Claro, un campesino en la ciudad es ignorante: no sabe cómo se activa un ascensor, ni cuándo se cruza la calle, ni donde queda el Capitolio, ni el Palacio, ni Cremas, ni nada. Un campesino en la ciudad es tan ignorante como un citadino en el campo, que se espanta con las gallinas vestidas (como dijo Gabo), se asquea con la fuente de la leche y se fastidia con el olor a mierda de res. El citadino arranca todas las mandarinas por la mañana, y deja pudrir toda la cosecha y seca el árbol; no sabe cuándo se siembra la yuca ni cuándo están de coger los zapotes. El campesino y el citadino, si cambian de elemento, son unos ignorantes completos; pero la equivocación y el irrespeto social de todos los tiempos es que se es ignorante porque se es campesino.

Me refiero, concretamente, a medios contextuales de sobrevivencia, no a la ignorancia relacionada con la situación frente a la educación formal, porque ahí sí que la pierde toda el campesino. Si el citadino no aprende un carajo en las aulas, fundamentalmente porque el programa de educación –básica y media– es un asco, el campesino sí que lleva las de perder. ¿Saben ustedes cuántos profesores tienen los estudiantes de bachillerato en un colegio veredal colombiano? ¡Uno! Imagínense ustedes lo terrible de tener solo un profesor para todas las asignaturas de un nivel; por ejemplo, un licenciado en Educación Física enseñando Español y Literatura, Matemáticas, Biología, Química, Física… en fin. Y ahora imagínense a ese mismo profesor enseñando todas las asignaturas de todos los cursos de todo el colegio. ¿Qué nivel de calidad se les puede exigir a los estudiantes, y qué exigencia se le puede hacer al profesor?

Pues eso es lo que hay en los campos colombianos; así que la decisión que toman los padres y el muchacho mismo es desertar para “hacer algo que sirva”, en vez de estar exponiéndose a las drogas y al reguetonto, que son tan peligrosas aquellas como este: ambos son alfombrados caminos a la estupidez y al delito.

Hoy los campesinos tienen acceso a los medios de comunicación, pero para mal, y pasaron de usar el lenguaje arcaico al lenguaje prosaico (por no decir lumpen).
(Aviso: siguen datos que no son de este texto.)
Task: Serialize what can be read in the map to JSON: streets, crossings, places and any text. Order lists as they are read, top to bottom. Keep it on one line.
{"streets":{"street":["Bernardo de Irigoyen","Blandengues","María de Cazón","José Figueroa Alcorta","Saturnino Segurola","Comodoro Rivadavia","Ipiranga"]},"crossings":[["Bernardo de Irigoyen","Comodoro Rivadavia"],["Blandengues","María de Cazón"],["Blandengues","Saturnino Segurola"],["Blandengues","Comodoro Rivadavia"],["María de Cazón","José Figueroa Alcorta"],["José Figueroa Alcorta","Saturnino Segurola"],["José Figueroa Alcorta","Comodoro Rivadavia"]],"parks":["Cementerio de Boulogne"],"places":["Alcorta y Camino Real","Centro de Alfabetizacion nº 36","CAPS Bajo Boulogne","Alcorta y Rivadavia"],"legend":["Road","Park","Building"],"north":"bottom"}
De su apego por sonidos ancestrales, tradicionales y folclóricos, se pasaron a la vulgaridad del reguetón y a la apología traqueta de los aires norteños, hoy suavizados con el nombre de “música popular”.

En aspectos productivos y económicos, los campesinos ganan por un producto agrícola más o menos (generalmente menos) la misma suma que los comerciantes, lo que parece justo a primera vista; pero la realidad es que al campesino le tocó asumir todo el riesgo y el tiempo (varios meses o un año o más), y muchas veces tiene que perder parte de la cosecha porque tiene la pequita o la manchita, o cualquier “irregularidad”. Al comerciante, en cambio, con una responsabilidad que dura un par de días, gana lo mismo, o mucho más. Es un asunto de mercado, tal vez (a lo Smith), pero no veo por qué no puedan igualarse las cargas y las ganancias, desde la legislación; en cambio, en vez de proyectos y programas de avanzada, el Gobierno nacional reparte subsidios sin control y regala uno que otro azadón el Día del Campesino, y ya.

Hay muchos más temas para agregar; pero pongamos estos dos, por ejemplos: alrededor de las “fincas” no hay hospitales ni puestos de salud; y las carreteras terciarias no tienen dolientes en el Gobierno, y son los campesinos mismos los que deben arreglarlas si quieren sacar sus productos a que se los compren –además– a precio de tripa picha.

Para qué alargar más este rosario de quejas. Baste decir, a manera de conclusión, que el gobierno mismo desprecia, como sarnosos, a quienes viven en “fincas”; pero los usan –eso sí– para carne del conflicto, y para que voten por los mismos que los están jodiendo (ah, sí; la ignorancia).